Petabytes vs. Puny Books



The July 2008 issue of Wired has a thought provoking article by Chris Anderson entitled The Petabyte Age.  A petabyteis an unimaginably large amount of data – 1,000 terabytes or a quadrillion bytes.  The article catalogs a number of important applications using datasets measured in petabytes; everything from agriculture to politics.  Anderson has asserted that the availability of these huge datasets is lessening our reliance on the predictive value of theory and mathematical / statistical models.  Models have an elegant and convenient compactness, but often a limited predictive ability.  “Big data” closes the predictive gaps if you have the storage and processing power to manipulate and make sense of it.

The Petabyte Age is the natural outcome of three “laws” (ahem, recall those compact models).  These are Moore’s Lawwhich governs the growth in computer processing power; Kryder’s Law which predicts hard disk storage cost per unit of information; and Butter’s Law which measures the capacity of the fiber optic network underpinning the Internet.  These laws are synergistic – processing power can be greatly amplified by hooking servers and PCs together in computing networks; storage can be extended via disk arrays; and huge datasets can be accessed over high speed, high capacity fiber optic networks. 

So all this discussion of “Big Data” got me thinking: The whole bibliosphere could be radically changed.

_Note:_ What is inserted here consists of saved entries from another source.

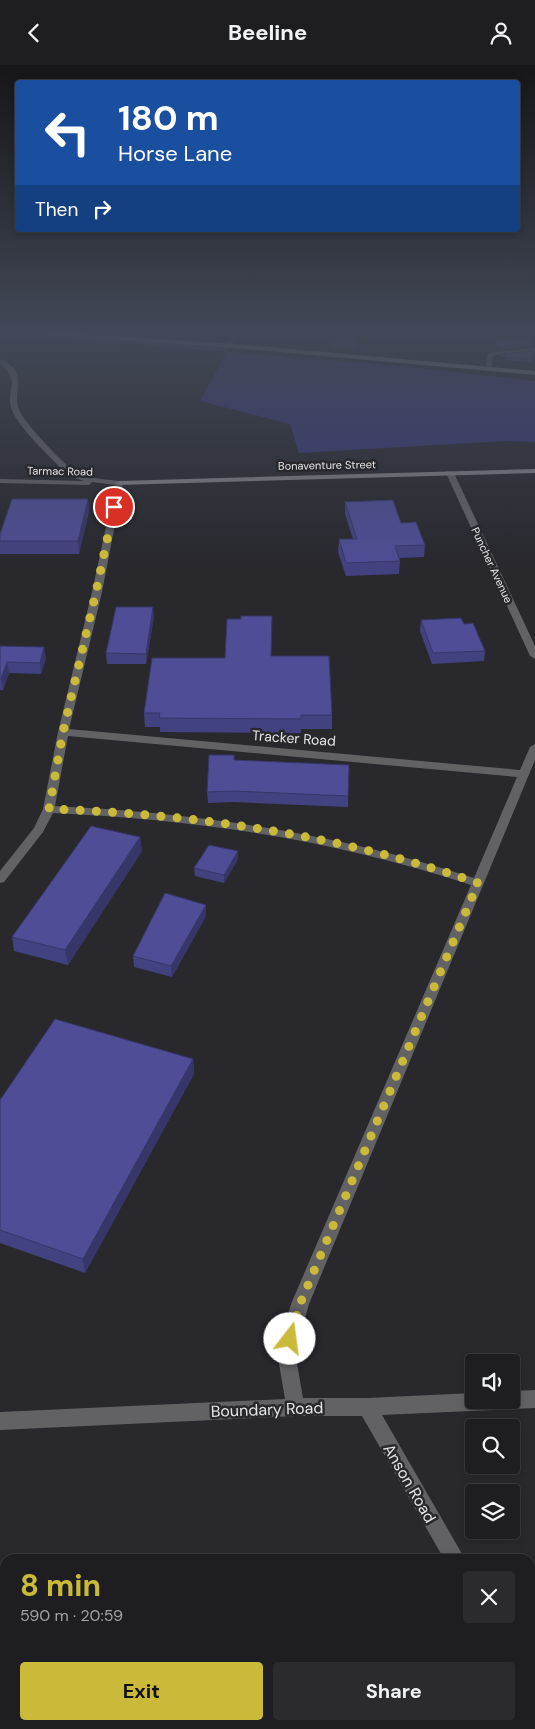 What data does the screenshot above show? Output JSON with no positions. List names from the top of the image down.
{
  "streets": {
    "street": [
      "Bonaventure Street",
      "Tarmac Road",
      "Puncher Avenue",
      "Tracker Road",
      "Boundary Road",
      "Anson Road"
    ]
  },
  "crossings": [
    ["Bonaventure Street", "Tarmac Road"],
    ["Bonaventure Street", "Puncher Avenue"],
    ["Boundary Road", "Anson Road"]
  ],
  "page": {
    "header": "Beeline",
    "turn": ["180 m", "Horse Lane"],
    "then": "Then",
    "heading": ["8 min", "590 m · 20:59"],
    "buttons": ["Exit", "Share"]
  }
} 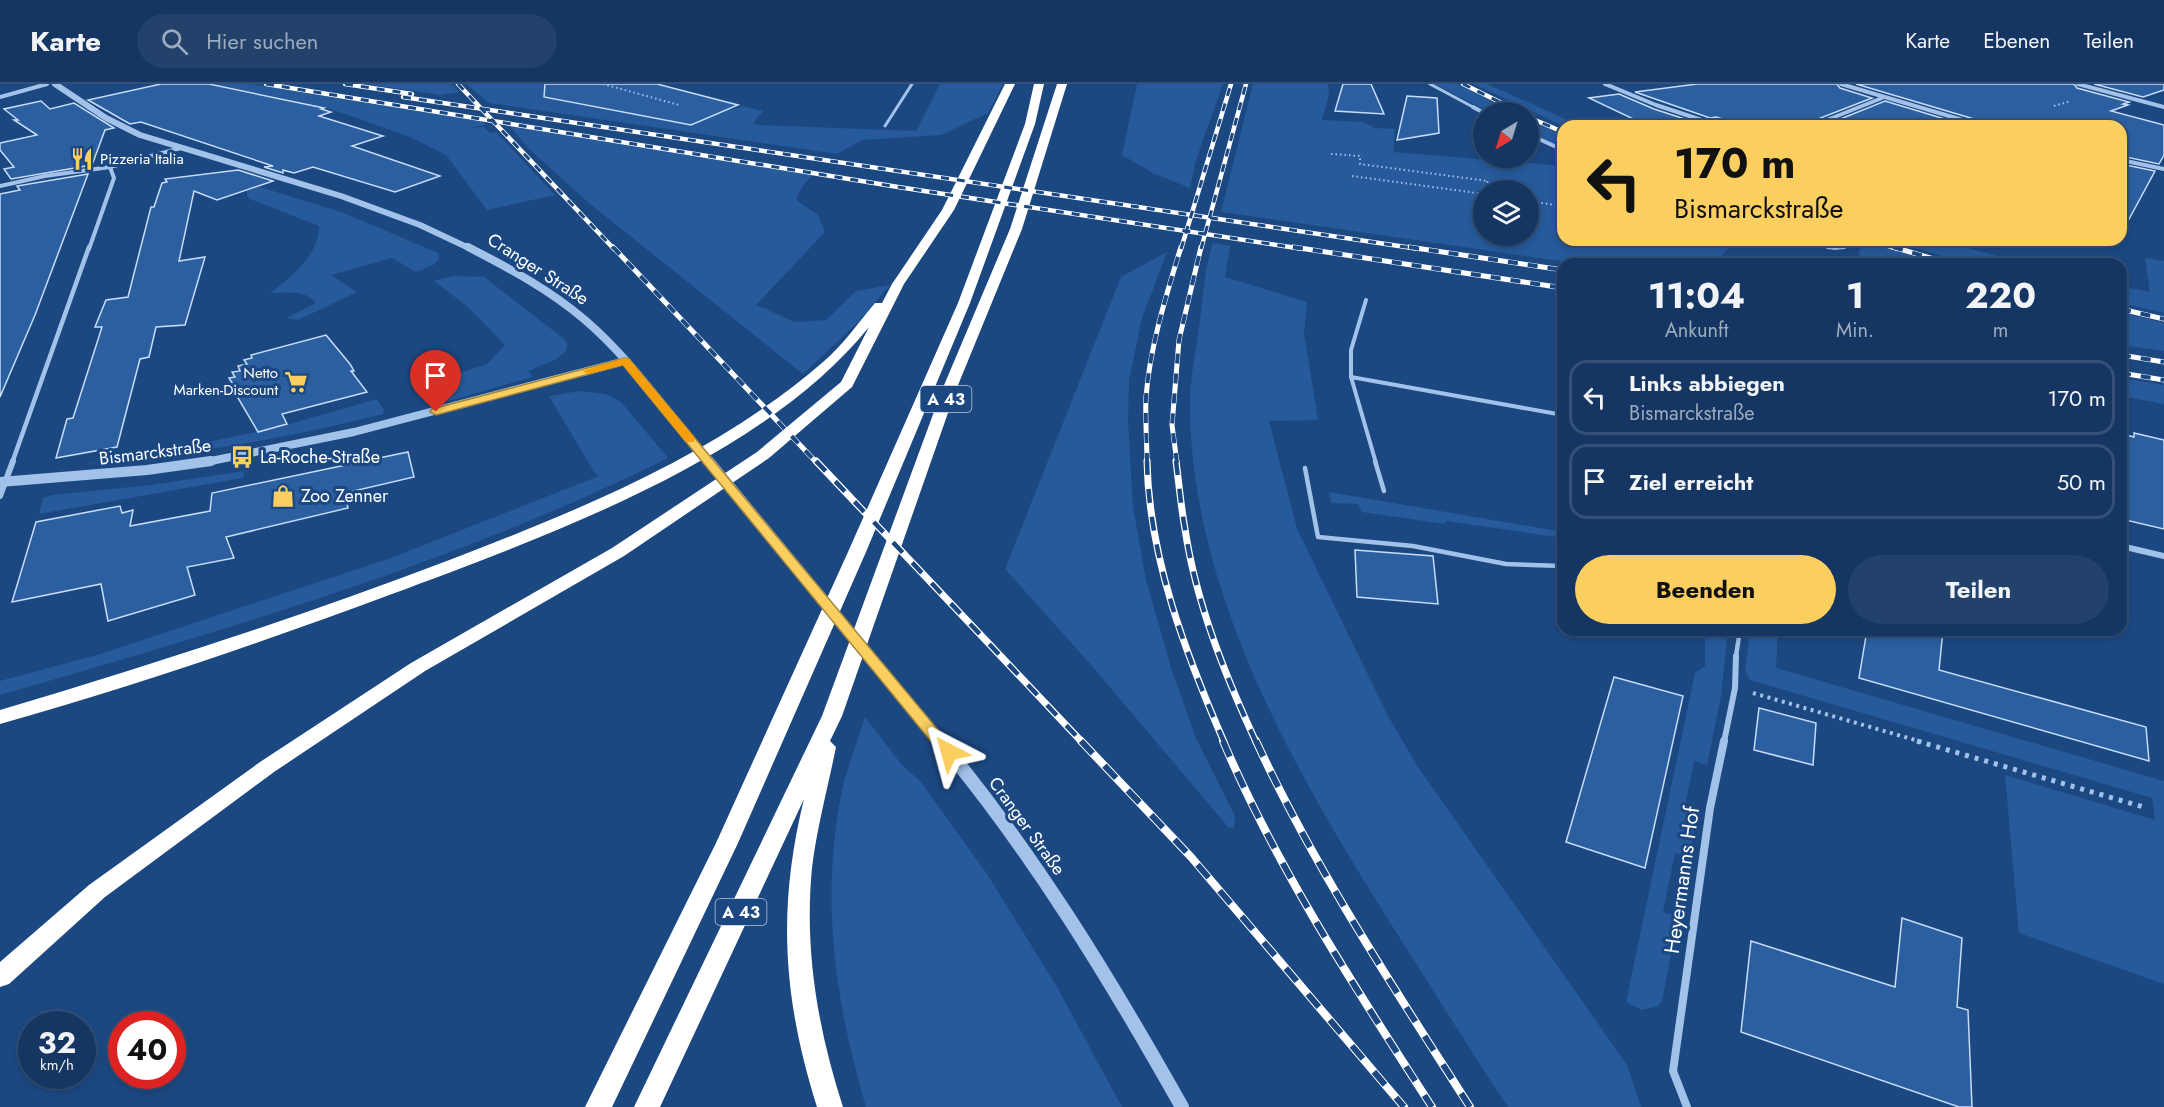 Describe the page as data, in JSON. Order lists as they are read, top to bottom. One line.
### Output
{"streets":{"highway":["A 43"],"street":["Cranger Straße","Bismarckstraße","Heyermanns Hof"]},"crossings":[["Cranger Straße","Bismarckstraße"]],"places":{"restaurant":["Pizzeria Italia"],"supermarket":["Netto Marken-Discount"],"bus stop":["La-Roche-Straße"],"shop":["Zoo Zenner"]},"north":"bottom left","page":{"header":"Karte","search":"Hier suchen","nav":["Karte","Ebenen","Teilen"],"turn":["170 m","Bismarckstraße"],"eta":["11:04","Ankunft","1","Min.","220","m"],"list":[{"name":"Links abbiegen","note":"Bismarckstraße","value":"170 m"},{"name":"Ziel erreicht","value":"50 m"}],"buttons":["Beenden","Teilen"],"speed":"32 km/h","limit":"40"}} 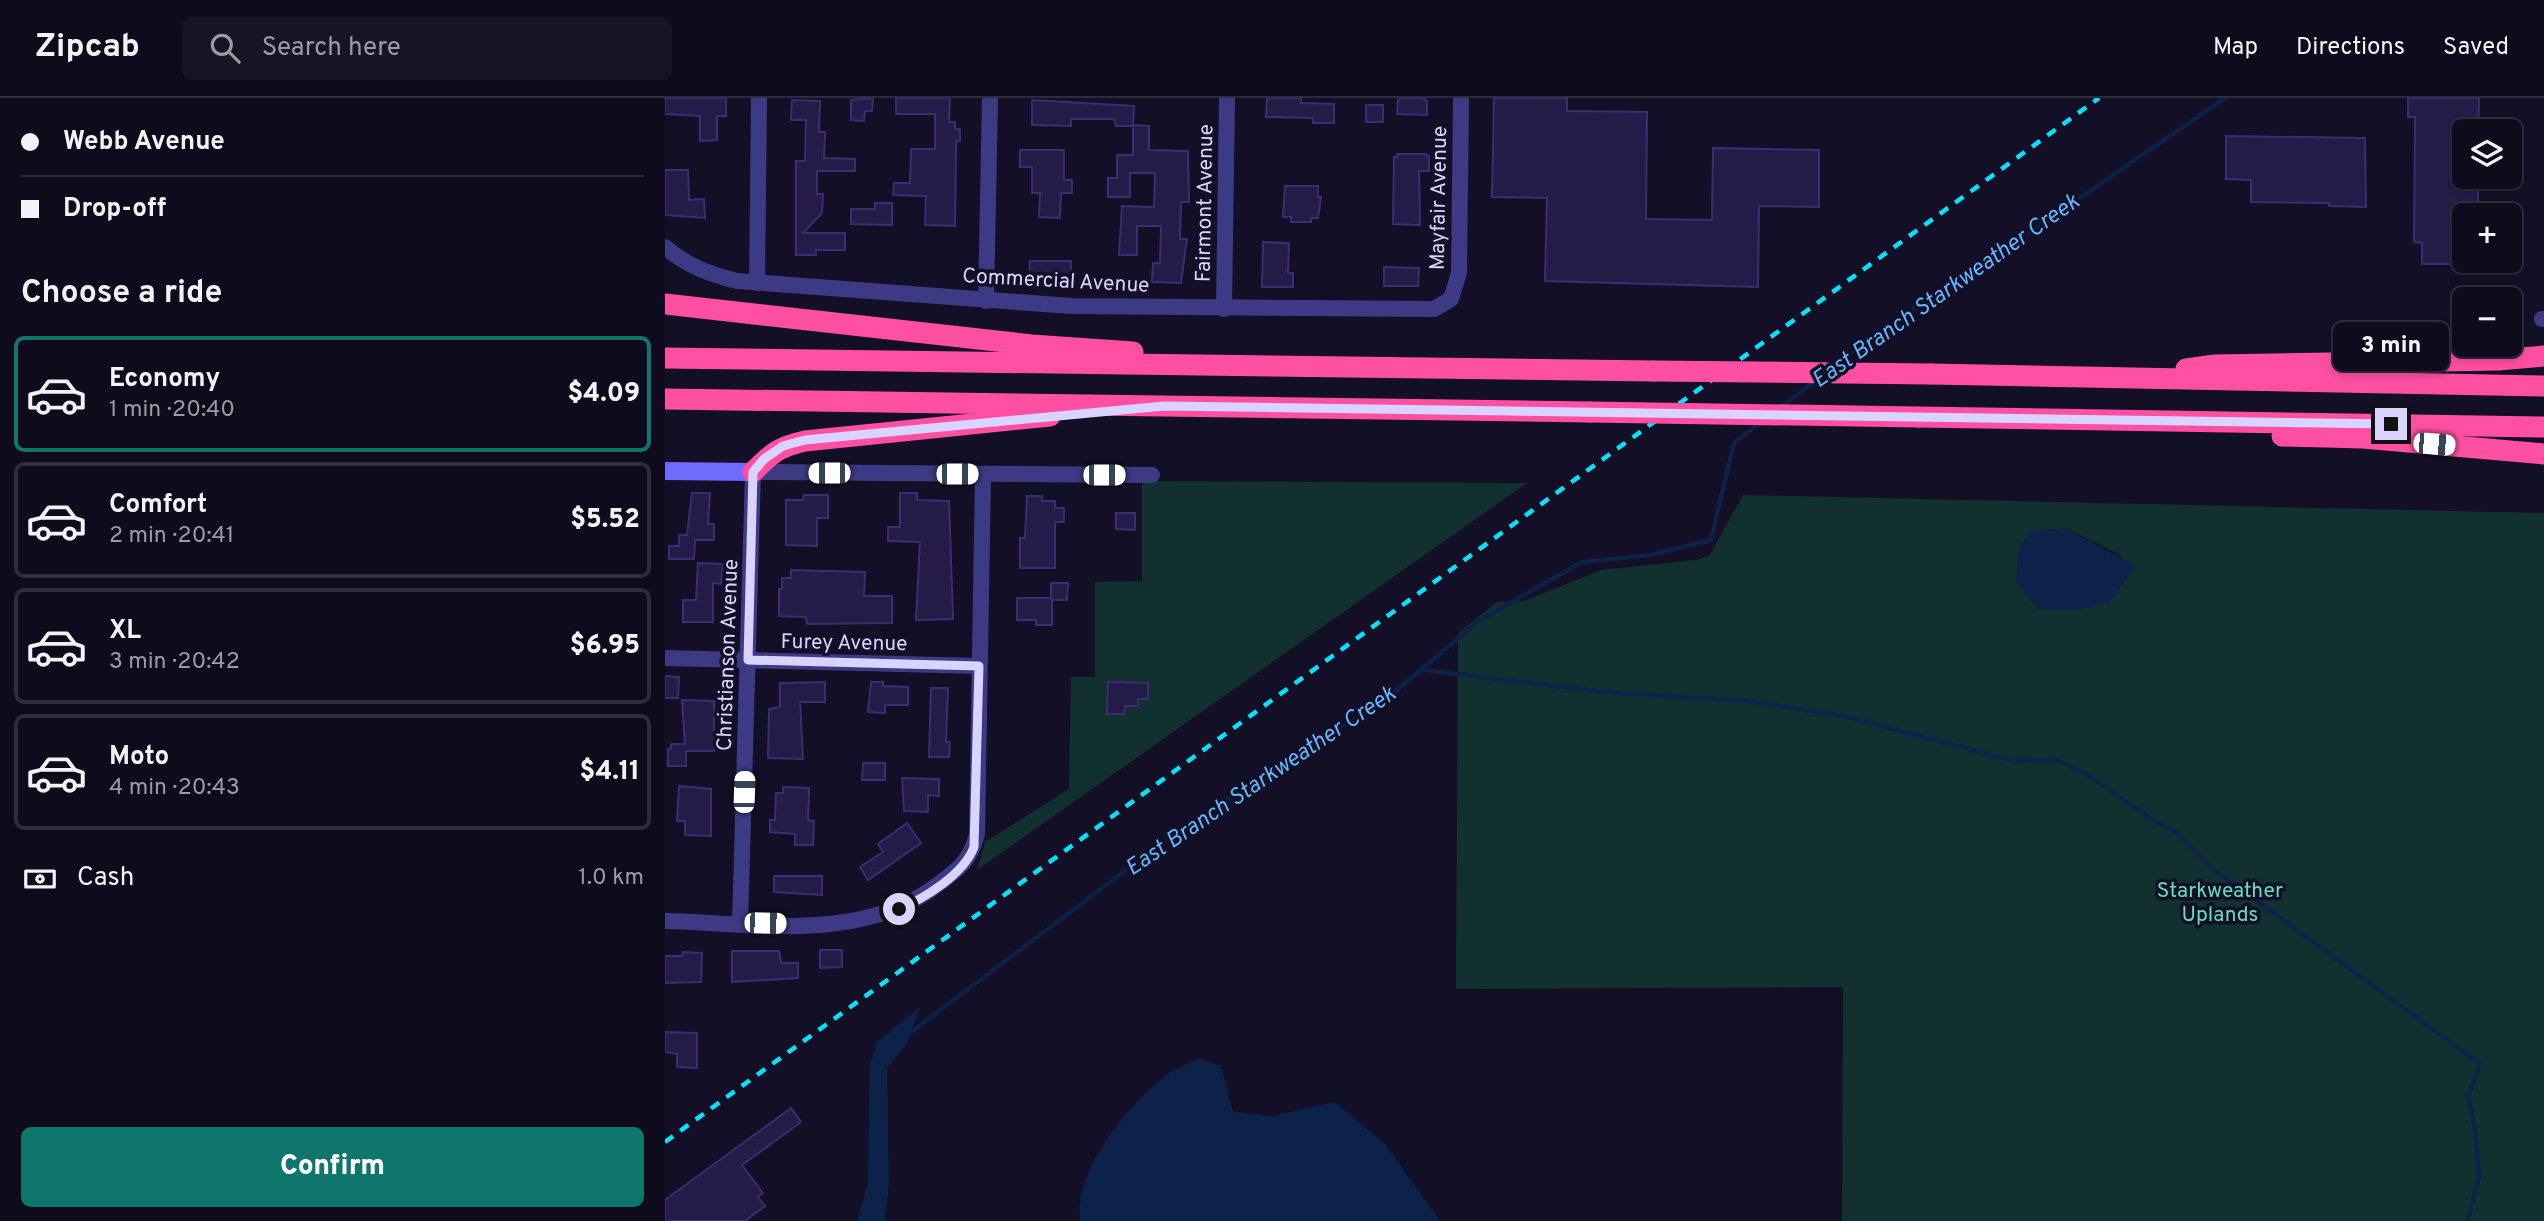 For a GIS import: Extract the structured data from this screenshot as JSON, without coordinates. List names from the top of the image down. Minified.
{"streets":{"street":["Mayfair Avenue","Fairmont Avenue","Commercial Avenue","Furey Avenue","Christianson Avenue"]},"crossings":[["Mayfair Avenue","Commercial Avenue"],["Fairmont Avenue","Commercial Avenue"],["Furey Avenue","Christianson Avenue"]],"water":["East Branch Starkweather Creek"],"parks":["Starkweather Uplands"],"page":{"header":"Zipcab","search":"Search here","nav":["Map","Directions","Saved"],"banner":["Webb Avenue","Drop-off"],"map_buttons":["+","−"],"heading":"Choose a ride","bubble":"3 min","list":[{"name":"Economy","note":"1 min · 20:40","value":"$4.09"},{"name":"Comfort","note":"2 min · 20:41","value":"$5.52"},{"name":"XL","note":"3 min · 20:42","value":"$6.95"},{"name":"Moto","note":"4 min · 20:43","value":"$4.11"}],"pay":["Cash","1.0 km"],"buttons":"Confirm"}}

  • Authors could tap into gigantic databases to do incredibly detailed research on people and places.  Novelists could scan the entire body of literature to see where “story gaps” might exist to be exploited. 
  • Publishers could track readership trends based on accumulated book sales data and accurately predict the success or failure of any book prior to its publication.   
  • Readers could go to their favorite online bookstore get a pinpoint recommendations based upon analyses of buying histories, correlated with with behvaioral, demographic and psychographic profiles. 

But the one thing that probably won’t change is the way we package all the new knowledge that “peta processing” delivers?  We will likely use the same book size packets – whether in print or electronic form – we use today.  Why?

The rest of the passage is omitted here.